Les travaux sont herculéens. Sur place, le matériel fait défaut et il faut tout faire venir d’Europe, des attaches pour la vigne jusqu’aux sécateurs. Des amis vignerons suisses, attirés par ce défi, viendront leur prêter main forte pour labourer la terre, puis tirer les lignes ou encore tailler les plants pour qu’ils se développent de manière correcte.

Du vin haut de gamme

En 2005, le premier Krasnostop tiré des fûts valide l’intuition initiale du vigneron suisse. « Personne – œnologues, sommeliers, amis suisses – ne pouvait croire que ce vin venait de Russie tellement son goût différait de la production locale », avoue Marina dans un sourire.

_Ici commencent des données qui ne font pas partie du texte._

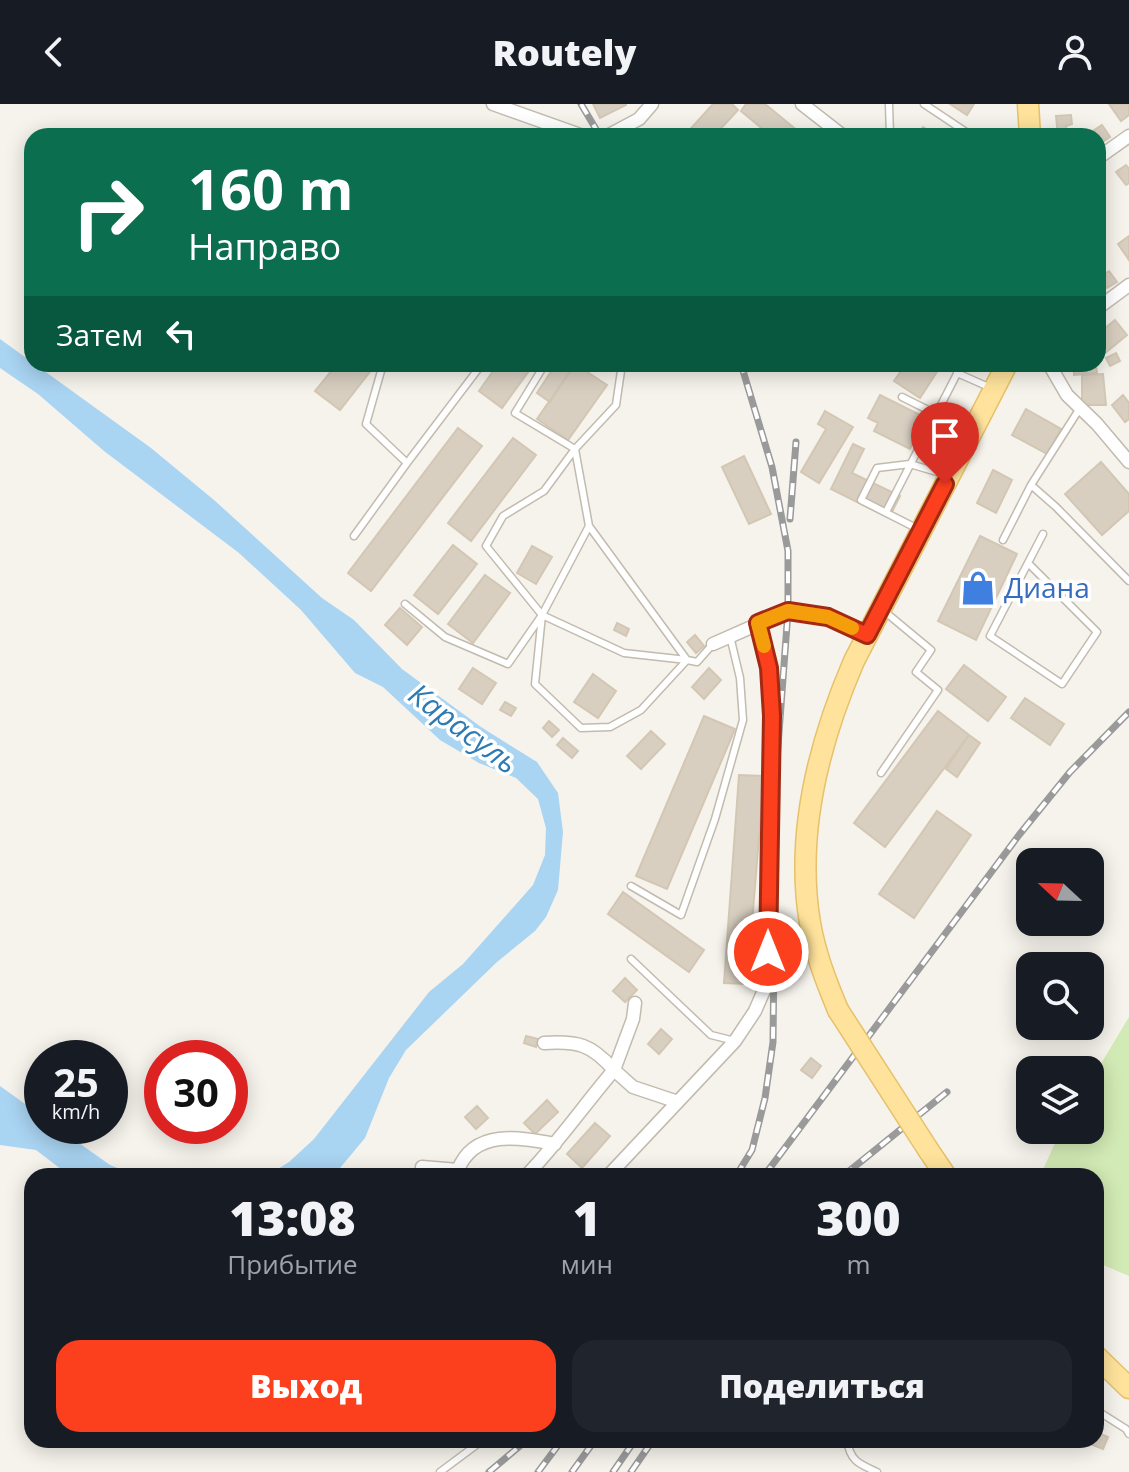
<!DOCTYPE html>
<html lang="ru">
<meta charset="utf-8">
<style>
:root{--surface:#171b24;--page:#20242c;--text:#f1f3f6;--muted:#9ea1a6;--accent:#fc3f1d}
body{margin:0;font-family:"Open Sans",sans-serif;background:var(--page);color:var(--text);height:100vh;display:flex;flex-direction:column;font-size:30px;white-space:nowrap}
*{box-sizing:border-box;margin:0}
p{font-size:26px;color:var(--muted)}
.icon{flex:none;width:44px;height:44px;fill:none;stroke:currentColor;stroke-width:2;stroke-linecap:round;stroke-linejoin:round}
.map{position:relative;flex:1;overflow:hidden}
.panel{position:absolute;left:24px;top:1064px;width:1080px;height:280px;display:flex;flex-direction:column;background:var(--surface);border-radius:24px;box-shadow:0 4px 20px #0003}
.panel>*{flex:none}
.banner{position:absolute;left:24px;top:24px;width:1082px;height:244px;border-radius:24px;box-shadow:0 4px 20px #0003;background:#0b6e4f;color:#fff;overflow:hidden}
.needle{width:52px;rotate:292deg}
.buttons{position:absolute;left:1016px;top:744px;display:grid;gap:16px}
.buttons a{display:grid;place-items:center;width:88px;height:88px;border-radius:16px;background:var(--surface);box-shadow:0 4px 20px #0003;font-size:40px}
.speed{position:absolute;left:24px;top:936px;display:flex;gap:16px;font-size:40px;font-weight:700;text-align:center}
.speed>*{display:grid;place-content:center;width:104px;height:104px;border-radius:50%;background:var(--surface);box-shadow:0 4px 20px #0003;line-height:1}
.speed small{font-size:20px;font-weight:400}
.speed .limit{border:12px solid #d22;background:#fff;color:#111}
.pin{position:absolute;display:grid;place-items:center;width:68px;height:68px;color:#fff;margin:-82px -34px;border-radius:50% 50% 50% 0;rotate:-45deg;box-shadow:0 0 8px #0007}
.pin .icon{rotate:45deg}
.me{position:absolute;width:88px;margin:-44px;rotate:0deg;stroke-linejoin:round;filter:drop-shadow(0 0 6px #0008)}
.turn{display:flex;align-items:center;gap:28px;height:168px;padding:0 32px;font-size:36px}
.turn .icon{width:104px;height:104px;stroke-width:2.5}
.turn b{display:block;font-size:56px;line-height:68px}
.then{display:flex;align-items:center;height:76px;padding:0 32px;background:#0003;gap:16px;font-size:30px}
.eta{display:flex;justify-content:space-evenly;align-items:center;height:136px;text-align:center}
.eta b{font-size:48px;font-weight:800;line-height:56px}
.primary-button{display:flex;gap:16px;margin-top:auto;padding:16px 32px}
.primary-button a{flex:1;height:92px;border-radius:24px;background:var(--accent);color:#fff;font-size:32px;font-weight:800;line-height:92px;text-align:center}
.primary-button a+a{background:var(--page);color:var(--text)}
header{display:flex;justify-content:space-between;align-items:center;height:104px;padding:0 32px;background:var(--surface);font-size:36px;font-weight:800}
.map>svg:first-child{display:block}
.green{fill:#d2eab5}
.water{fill:#a9d4f2}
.building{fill:#d8cfc1;stroke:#d3c7b4;stroke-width:2}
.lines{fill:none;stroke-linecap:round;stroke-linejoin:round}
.service-casing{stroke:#c2bbae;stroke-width:9}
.minor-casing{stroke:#c2bbae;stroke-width:15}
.primary-casing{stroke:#e6c16a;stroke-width:23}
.service{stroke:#fff;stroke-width:6}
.minor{stroke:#fff;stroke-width:12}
.primary{stroke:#ffe39c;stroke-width:20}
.rail-casing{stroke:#9a9a9a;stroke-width:7}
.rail{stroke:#fff;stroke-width:4;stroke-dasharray:12;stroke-linecap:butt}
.primary-bridge-casing{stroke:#e6c16a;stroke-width:23;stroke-linecap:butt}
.primary-bridge{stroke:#ffe39c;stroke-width:20}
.route-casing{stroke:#a42913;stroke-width:20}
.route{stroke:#fc3f1d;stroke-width:14}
.slow{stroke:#f59e0b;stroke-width:14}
.labels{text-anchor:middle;stroke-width:7;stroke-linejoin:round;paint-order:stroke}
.shop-label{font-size:28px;fill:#366cbe;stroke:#fff;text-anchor:start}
.water-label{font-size:30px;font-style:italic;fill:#2e7ab2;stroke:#fff}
</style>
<header><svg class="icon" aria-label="back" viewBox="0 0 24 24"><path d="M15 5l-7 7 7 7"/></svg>Routely<svg class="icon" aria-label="person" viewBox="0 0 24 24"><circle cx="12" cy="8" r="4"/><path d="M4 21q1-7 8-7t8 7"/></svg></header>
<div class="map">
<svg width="1129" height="1368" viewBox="0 0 1129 1368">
<rect width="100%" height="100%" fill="#f6f3ec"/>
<path class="green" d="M1129,913V1172L1096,1158V1072H1040L1061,1026H1090V978Z"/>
<path class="water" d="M0,235L151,344L214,396L322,494L354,516L402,565L481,623L537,658L558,689L563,728L558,786L546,813L535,827L497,858L406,946L389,974L365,1034L340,1064L328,1072H267L289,1058L314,1035L429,888L463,860L533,781L545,751L546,724L538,695L516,674L479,659L440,636L383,583L355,569L301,506L239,449L104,347L38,290L0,264Z
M0,982L42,1012V1022H55L110,1061L137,1072H70L36,1046L0,1041Z"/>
<path class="building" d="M593,0H626V1L600,14Z
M713,0H732L738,6L714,32H684Z
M746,0H765L804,32H771L741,7Z
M950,0H974L967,11Z
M1109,0H1129V11L1121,17Z
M1071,11L1072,20L1066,22L1067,32H1058L1056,12Z
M1102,21L1110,33L1098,41V32L1090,29Z
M923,23L938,32H917Z
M1126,61L1129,65V79L1126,81L1116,68Z
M1129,132V156L1118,140Z
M1109,167L1117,178L1107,184L1100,173Z
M1115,216L1127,231L1105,249L1098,240V230Z
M1116,249L1120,257L1110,262L1106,254Z
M337,260H376L340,306L315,287Z
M498,260H534L502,304L479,287Z
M556,260H575L550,298L537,289Z
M575,260L607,281L568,336L537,315Z
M906,260H942L920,294L894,277Z
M1074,260H1096L1097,269L1074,271Z
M1103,270L1106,301H1082V271Z
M880,291L926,314L910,345L874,327L878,319L868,314Z
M1123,291L1129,299V315L1125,318L1112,301Z
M1026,305L1061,325L1047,350L1012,331Z
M825,307L853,323L819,379L801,368L826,325L818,320Z
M458,324L482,342L371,487L348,469Z
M513,334L536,351L471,437L448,419Z
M853,340L864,345L852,369L900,392L889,414L831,385Z
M744,352L771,410L749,420L722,363Z
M1101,358L1129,390V407L1102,431L1065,390Z
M993,366L1012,376L996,409L977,399Z
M980,432L1017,450L976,536L938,517Z
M453,441L477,460L438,510L414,491Z
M532,442L552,453L536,480L517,469Z
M485,471L510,489L473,539L448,520Z
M400,504L422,523L407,541L385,521Z
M617,519L629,525L626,532L614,526Z
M695,531L704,542L696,549L687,538Z
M964,561L1006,593L988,617L946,585Z
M473,564L496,579L482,600L459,585Z
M709,564L721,576L704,595L692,583Z
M593,570L616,587L598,614L574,598Z
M1025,594L1064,620L1050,641L1011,614Z
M505,598L516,604L511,612L500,606Z
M938,607L969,631L885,743L854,719Z
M704,612L735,625L667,785L636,772Z
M549,617L559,626L552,633L543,624Z
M651,627L665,640L641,665L627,652Z
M969,631L980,639L957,673L946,665Z
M563,634L578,647L572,654L557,641Z
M739,671L764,672L747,880L724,879Z
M937,707L971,731L914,814L879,790Z
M623,788L704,846L689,868L608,810Z
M625,874L637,886L625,898L613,887Z
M661,925L672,935L659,950L648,940Z
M526,932L538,935L536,943L524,939Z
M811,954L821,962L812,974L801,966Z
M547,996L558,1008L535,1030L524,1019Z
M477,1002L488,1014L476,1025L465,1013Z
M595,1019L610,1032L582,1064L567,1050Z
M1096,1328L1108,1333L1103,1345L1080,1336H1096Z
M898,1336H937L936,1343Z"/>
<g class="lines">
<g class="service-casing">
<path id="service" d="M889,0L890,32
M924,0L972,32
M957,269L991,284
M902,293L936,310
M1080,304L1031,381L1056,403L1129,477
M407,359L482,260
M886,408L962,260
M589,422L687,556L697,558L713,540
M918,425L861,396L877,364L910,360L937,368L944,357H954
M354,432L407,359L366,320L383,260
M1003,436L1031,381
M1028,459L1097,528L1062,580L990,532L1043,430
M405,500L445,533L508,560L542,511L486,442L503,412L544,387L575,345L515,309L545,260
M542,511L624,549L687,556L641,606L610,623L581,624L535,580L542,511L589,422L575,345L616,301L622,260
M881,669L938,586L916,568L931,546L884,507
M631,782L681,811L715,715L743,616L740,574L730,532
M631,855L711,931L735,937
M1096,1306L1126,1325L1129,1330
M847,1336C850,1357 859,1360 877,1368
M440,1368L483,1336"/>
</g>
<g class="minor-casing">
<path id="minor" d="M493,0L583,32
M802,0L843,32
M607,32L639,15L652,0
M1098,54L1129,32
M1098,204L1129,181
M1049,260L1067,291L1097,320L1129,358
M713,540L788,507L828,513L867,531
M635,899L633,915L614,966L633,983L675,997
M422,1063L458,1066L461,1072
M458,1066C474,1025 519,1033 555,1040
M526,1072C558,1039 584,1001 614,966C591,940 578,937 544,939
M608,1072L735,937L755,907L768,877L772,612L769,564L758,519"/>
</g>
<g class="primary-casing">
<path id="primary" d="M1028,0L1030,32
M838,906C826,877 815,849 810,819C795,730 819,638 854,557L1007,260
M929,1047L946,1072
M1096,1252L1129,1284"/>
</g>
<use href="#service" class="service"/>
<use href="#minor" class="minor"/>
<use href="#primary" class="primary"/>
<g class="rail-casing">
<path id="rail" d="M581,0L600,32
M790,415L796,338
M736,1072L752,1046L765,994L773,938L776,669L788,507V447L772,363L741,260
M764,1072L1019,731L1070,668L1129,608
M843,1072L947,988
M489,1368L527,1336
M538,1368L562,1336
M572,1368L595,1336
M613,1368L635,1336
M631,1368L653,1336"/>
</g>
<use href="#rail" class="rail"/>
<g class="primary-bridge-casing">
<path id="primary-bridge" d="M838,906L929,1047"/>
</g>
<use href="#primary-bridge" class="primary-bridge"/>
</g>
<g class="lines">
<g class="route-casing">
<path id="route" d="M768,848L772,612L769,564L758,519L788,507L828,513L867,531L945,380"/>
</g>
<use href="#route" class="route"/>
<path class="slow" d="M764,542L758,519L788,507L828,513L852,524"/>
</g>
<defs>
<g id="shop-bare" transform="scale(2.76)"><path d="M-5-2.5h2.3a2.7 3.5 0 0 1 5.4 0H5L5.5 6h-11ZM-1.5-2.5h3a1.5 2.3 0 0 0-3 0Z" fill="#3f7fe0" stroke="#fff" stroke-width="2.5" paint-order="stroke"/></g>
</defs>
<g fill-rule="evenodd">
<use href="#shop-bare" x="978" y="484"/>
</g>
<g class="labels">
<g class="shop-label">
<text x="1004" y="494">Диана</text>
</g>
<g class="water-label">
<text transform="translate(463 625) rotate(37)" y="10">Карасуль</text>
</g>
</g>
</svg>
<div class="buttons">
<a><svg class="needle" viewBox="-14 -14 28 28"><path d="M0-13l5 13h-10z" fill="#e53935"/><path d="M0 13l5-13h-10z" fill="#9ea1a6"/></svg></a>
<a><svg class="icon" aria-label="search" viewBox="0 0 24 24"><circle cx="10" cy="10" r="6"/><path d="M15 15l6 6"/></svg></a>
<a><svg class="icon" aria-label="layers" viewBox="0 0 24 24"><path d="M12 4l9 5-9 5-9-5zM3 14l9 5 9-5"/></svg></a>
</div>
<div class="speed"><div>25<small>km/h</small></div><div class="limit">30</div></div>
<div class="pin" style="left:945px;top:380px;background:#d93025"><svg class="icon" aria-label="arrive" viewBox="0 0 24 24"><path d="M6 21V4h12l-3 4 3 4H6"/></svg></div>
<svg class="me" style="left:768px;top:848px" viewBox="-20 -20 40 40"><circle r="17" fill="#fc3f1d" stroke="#fff" stroke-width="3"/><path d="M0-11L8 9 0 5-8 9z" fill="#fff"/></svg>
<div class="banner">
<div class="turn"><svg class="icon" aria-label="right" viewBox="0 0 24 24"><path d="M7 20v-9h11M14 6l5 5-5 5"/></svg><div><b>160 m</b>Направо</div></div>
<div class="then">Затем<svg class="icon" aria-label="left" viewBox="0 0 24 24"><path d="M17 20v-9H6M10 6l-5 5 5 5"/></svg></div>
</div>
<section class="panel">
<div class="eta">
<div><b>13:08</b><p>Прибытие</p></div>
<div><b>1</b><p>мин</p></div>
<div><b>300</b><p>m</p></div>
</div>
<div class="primary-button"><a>Выход</a><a>Поделиться</a></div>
</section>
</div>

Mais avant d’en arriver là, elle ne compte plus les heures passées dans les locaux de l’administration russe pour obtenir les documents nécessaires à l’acquisition du domaine, à l’exploitation de la vigne ou à la construction de la cave. Il a fallu du temps, encore, pour former la main d’œuvre locale au traitement moderne de la vigne et lui expliquer pourquoi il fallait sacrifier certaines grappes pour améliorer la qualité du raisin. Une aberration pour des employés issus de l’école productiviste soviétique qui privilégie la quantité. Malgré tout, les travaux sensibles restent effectués par des Suisses, sur la vigne comme dans la cave.

Source : archive personnelle

A partir de 2009, les Burnier exportent en Suisse le produit de leur vignoble russe. Des raisons administratives font qu’ils ne le commercialisent en Russie que depuis l’automne dernier. Mais à force de travail, Renaud et Marina ont démontré qu’il était possible de produire en Russie un vin haut de gamme qui tient la comparaison au niveau international.

Ils produisent aujourd’hui 200 000 bouteilles par an, dont un Assemblage Blanc, un Merlot, un Cabernet et un Krasnostop sont commercialisés aujourd’hui. Et depuis 2013, le domaine a même créé sa pépinière pour sélectionner et greffer ses propres plants.

A l’heure actuelle, on trouve leur vin dans des restaurants choisis de plusieurs villes russes et il devrait être disponible bientôt dans les magasins spécialisés des grandes villes du pays. Mais ce dont les Burnier sont particulièrement fiers, c’est d’avoir fourni le vin officiel de la Maison suisse des Jeux olympiques de Sotchi. Il se murmure que Vladimir Poutine en personne aurait délaissé son Château Haut Brion, le temps de sa visite, pour découvrir ce crû local, certes fait par des Suisses, mais produit de la terre russe.